__Dataset records__
■ ■ ■ ■ ■
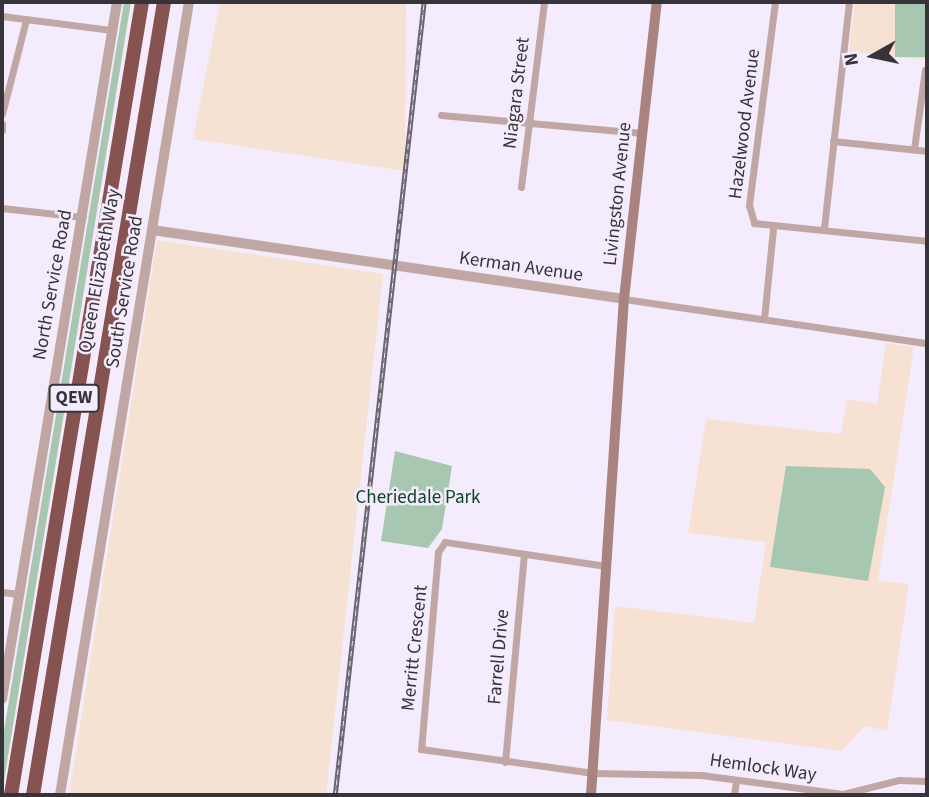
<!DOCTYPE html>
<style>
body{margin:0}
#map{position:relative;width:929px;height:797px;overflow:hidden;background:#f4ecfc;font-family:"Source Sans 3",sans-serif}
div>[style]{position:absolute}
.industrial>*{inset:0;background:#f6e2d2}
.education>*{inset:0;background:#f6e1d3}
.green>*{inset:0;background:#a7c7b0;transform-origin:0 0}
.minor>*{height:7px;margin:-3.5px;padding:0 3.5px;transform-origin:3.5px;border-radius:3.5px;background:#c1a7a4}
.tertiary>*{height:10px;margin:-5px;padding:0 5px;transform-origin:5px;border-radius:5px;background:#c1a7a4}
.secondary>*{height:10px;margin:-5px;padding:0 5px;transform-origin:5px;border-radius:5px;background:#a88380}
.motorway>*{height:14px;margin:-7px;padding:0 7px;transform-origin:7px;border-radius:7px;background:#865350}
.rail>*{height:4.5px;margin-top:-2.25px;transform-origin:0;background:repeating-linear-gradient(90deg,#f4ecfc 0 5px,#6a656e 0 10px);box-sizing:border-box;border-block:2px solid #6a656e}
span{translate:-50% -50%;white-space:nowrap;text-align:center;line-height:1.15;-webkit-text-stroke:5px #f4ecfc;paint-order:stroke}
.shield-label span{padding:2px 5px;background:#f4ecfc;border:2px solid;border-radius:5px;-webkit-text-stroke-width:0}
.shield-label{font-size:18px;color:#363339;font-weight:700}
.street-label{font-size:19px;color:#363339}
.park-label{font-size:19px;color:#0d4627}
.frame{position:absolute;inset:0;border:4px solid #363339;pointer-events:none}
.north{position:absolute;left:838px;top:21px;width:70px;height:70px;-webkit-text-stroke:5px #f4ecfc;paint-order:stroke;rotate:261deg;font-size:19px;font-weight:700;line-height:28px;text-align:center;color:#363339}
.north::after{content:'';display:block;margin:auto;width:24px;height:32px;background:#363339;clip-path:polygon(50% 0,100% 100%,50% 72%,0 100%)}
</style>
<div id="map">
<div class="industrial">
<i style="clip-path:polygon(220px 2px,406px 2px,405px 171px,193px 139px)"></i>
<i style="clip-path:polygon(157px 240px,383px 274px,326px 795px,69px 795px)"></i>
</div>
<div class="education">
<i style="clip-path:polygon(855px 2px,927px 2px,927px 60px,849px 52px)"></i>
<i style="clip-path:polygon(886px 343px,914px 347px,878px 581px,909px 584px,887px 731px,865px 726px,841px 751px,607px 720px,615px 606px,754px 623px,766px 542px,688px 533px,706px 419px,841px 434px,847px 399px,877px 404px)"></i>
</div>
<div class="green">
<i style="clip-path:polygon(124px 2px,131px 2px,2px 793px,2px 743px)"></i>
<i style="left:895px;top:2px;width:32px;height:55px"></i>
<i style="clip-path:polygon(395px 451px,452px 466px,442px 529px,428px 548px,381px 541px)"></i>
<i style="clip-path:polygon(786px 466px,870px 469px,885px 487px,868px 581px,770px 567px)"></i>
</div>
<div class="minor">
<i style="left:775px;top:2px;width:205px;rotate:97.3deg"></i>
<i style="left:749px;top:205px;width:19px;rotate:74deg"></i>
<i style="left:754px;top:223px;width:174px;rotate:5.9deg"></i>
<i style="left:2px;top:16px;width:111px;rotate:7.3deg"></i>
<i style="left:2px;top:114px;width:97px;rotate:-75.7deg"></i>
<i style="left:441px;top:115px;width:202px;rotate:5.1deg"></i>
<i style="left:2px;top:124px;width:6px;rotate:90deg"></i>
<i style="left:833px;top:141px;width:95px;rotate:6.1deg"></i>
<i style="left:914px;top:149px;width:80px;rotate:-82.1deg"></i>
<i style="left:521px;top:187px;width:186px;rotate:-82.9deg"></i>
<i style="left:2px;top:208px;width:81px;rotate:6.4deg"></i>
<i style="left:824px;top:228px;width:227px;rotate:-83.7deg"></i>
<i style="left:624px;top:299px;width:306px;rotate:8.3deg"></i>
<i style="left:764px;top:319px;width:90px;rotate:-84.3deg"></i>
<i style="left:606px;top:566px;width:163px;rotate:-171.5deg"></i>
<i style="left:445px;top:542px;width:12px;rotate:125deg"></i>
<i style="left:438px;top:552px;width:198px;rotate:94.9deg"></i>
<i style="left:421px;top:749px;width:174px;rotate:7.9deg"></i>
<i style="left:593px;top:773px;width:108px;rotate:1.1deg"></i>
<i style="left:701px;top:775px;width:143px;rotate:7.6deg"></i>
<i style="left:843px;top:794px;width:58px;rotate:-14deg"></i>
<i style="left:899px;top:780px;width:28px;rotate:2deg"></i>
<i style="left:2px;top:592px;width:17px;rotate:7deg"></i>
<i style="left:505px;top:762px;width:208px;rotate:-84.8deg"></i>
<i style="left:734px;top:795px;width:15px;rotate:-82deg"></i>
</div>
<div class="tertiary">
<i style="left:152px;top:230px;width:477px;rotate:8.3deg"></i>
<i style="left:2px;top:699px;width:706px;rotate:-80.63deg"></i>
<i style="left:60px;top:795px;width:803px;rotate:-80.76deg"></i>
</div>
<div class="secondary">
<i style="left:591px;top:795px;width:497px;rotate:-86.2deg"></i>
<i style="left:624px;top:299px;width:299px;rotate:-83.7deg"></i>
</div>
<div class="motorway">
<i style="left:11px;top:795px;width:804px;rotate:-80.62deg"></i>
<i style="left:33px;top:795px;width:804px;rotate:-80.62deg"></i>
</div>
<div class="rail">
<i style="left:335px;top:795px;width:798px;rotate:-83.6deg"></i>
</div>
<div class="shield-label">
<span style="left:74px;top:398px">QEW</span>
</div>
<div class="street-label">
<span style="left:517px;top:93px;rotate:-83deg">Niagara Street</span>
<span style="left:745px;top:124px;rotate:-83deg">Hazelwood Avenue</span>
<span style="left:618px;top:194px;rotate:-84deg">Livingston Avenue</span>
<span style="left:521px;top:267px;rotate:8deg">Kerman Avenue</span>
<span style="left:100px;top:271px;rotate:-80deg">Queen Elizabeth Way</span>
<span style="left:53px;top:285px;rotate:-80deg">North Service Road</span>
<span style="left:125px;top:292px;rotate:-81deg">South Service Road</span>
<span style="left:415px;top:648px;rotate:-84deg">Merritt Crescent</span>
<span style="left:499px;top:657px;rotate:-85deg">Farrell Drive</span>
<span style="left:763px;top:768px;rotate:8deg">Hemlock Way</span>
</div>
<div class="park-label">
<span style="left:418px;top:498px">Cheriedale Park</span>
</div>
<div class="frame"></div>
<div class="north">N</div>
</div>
■ ■ ■ ■ ■
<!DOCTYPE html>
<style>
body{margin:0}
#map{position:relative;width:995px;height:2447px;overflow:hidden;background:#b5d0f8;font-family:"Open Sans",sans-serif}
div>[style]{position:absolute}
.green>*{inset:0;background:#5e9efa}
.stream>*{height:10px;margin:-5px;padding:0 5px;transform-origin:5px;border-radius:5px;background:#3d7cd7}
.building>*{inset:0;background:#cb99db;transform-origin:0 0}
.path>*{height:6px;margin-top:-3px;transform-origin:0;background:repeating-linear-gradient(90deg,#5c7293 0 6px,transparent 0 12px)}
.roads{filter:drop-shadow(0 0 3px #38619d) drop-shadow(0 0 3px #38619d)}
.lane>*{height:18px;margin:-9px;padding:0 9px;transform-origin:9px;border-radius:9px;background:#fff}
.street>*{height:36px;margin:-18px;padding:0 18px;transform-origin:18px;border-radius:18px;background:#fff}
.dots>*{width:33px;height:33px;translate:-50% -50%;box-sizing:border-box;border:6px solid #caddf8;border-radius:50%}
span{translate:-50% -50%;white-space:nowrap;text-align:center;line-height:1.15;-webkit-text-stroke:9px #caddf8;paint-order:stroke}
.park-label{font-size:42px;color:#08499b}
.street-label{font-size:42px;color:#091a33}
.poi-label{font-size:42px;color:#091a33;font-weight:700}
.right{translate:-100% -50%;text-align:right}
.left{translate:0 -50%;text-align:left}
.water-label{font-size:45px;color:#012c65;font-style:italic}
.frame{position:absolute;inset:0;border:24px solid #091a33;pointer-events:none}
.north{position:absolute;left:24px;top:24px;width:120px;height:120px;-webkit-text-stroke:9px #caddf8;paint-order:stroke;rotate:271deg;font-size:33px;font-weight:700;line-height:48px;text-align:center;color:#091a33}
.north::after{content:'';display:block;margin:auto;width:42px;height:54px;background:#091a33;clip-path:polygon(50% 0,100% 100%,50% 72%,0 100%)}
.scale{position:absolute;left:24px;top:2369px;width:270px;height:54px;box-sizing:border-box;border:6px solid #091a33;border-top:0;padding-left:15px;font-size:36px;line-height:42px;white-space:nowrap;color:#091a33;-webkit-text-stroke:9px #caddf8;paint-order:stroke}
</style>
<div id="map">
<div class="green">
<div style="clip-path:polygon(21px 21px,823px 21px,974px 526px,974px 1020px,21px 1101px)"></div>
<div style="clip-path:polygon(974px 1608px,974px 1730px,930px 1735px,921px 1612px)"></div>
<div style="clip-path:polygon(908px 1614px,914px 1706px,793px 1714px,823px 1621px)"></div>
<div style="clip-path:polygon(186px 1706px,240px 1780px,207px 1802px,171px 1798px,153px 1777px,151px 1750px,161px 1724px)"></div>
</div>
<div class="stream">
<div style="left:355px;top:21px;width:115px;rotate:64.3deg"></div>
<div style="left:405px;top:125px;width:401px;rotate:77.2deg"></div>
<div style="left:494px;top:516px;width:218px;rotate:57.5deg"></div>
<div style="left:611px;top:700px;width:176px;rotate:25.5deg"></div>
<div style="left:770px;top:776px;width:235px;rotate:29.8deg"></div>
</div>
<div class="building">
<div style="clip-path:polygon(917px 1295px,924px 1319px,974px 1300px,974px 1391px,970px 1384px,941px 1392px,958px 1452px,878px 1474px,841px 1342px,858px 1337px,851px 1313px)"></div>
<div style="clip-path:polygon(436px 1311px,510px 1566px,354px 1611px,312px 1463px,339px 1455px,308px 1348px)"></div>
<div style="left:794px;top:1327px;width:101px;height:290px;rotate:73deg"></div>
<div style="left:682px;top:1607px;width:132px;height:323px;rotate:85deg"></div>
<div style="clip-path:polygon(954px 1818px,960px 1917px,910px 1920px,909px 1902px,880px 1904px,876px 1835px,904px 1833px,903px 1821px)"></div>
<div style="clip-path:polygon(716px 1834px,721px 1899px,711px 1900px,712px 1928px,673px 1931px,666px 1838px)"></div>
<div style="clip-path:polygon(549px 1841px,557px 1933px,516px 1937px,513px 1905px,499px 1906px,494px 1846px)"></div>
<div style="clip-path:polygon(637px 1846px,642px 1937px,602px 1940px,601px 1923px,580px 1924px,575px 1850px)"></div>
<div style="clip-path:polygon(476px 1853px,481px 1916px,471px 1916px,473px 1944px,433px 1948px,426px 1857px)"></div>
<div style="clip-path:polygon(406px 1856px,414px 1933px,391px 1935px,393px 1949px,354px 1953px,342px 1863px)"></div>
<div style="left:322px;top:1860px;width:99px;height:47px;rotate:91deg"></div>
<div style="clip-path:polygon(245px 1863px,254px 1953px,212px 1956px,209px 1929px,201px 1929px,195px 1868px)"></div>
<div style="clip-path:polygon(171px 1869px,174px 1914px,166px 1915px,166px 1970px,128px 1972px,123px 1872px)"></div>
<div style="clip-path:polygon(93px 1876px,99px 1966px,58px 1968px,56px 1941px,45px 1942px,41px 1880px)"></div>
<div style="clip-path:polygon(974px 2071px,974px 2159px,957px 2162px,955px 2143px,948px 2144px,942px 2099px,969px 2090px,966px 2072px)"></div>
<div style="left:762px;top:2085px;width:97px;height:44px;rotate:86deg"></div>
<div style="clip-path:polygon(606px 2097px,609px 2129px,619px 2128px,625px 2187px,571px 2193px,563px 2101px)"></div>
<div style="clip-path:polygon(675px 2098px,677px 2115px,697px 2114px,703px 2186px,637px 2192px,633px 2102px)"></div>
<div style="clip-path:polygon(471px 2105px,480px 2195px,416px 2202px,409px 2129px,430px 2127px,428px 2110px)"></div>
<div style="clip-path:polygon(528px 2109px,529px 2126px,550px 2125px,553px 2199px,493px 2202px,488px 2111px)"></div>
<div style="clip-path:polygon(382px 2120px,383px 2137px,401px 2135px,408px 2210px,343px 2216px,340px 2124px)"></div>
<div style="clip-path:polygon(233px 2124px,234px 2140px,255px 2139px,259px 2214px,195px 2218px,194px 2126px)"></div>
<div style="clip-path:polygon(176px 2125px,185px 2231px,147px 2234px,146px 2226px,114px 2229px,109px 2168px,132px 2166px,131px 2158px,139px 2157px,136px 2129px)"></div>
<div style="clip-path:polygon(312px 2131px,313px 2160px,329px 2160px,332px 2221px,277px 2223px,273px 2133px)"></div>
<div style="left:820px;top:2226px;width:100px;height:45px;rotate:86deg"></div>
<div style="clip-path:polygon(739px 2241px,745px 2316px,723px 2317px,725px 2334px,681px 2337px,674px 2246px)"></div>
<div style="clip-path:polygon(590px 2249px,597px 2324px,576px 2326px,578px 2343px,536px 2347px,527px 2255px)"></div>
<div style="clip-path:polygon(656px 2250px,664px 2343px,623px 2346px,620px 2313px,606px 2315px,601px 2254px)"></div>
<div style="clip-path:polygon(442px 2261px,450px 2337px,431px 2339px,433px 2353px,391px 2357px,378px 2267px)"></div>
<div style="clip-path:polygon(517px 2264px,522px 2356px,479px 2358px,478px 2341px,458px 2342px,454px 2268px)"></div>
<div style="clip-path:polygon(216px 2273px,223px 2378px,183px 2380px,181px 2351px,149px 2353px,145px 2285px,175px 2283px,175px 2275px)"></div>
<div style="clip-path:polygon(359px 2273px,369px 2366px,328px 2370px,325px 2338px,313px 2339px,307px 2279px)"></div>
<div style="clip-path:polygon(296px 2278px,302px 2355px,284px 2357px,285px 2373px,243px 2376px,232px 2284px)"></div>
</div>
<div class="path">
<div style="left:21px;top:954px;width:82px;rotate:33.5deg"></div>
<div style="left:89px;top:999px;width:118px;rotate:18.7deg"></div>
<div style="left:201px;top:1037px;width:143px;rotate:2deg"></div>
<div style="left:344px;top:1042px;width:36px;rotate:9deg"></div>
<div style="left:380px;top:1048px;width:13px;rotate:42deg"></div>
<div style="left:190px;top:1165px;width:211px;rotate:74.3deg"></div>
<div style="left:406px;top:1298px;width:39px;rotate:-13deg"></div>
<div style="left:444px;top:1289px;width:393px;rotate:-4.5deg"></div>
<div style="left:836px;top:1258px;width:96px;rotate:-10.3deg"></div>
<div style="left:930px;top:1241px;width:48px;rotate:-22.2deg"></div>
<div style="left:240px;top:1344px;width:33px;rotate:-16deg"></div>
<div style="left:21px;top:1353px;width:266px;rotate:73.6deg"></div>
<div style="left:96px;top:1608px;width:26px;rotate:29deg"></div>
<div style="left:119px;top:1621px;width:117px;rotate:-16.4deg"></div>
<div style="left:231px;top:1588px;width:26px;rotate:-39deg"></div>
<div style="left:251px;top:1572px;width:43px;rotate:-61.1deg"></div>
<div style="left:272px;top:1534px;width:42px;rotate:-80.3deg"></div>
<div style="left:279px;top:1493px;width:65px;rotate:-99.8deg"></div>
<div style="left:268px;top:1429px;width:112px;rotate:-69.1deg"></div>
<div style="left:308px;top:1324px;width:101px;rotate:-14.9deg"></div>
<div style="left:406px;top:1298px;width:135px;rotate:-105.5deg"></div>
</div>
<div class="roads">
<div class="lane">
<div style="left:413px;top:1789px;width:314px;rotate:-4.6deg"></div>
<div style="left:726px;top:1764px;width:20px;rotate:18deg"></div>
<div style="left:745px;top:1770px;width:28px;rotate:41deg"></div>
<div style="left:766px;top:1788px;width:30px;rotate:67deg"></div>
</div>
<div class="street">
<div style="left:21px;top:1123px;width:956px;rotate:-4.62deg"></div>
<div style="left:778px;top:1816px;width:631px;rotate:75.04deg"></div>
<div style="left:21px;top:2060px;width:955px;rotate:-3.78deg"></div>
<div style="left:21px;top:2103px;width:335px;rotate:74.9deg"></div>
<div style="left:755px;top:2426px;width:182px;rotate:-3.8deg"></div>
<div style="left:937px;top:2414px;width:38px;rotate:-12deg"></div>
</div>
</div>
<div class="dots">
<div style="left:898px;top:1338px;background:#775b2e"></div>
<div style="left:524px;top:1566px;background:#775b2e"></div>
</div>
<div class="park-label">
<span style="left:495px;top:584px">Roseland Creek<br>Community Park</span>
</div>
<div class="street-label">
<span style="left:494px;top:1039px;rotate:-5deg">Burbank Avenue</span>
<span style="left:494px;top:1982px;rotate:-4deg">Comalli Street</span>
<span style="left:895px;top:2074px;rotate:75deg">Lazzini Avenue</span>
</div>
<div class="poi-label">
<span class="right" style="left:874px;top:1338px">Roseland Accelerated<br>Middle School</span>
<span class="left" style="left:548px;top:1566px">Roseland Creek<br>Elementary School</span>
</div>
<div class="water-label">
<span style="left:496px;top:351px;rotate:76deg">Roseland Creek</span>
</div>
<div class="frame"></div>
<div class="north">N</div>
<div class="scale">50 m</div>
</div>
■ ■ ■ ■ ■
__What you are asked to do__
Every line of the entries above that includes "lane" should be copied.

__Exercise solution__
.lane>*{height:18px;margin:-9px;padding:0 9px;transform-origin:9px;border-radius:9px;background:#fff}
<div class="lane">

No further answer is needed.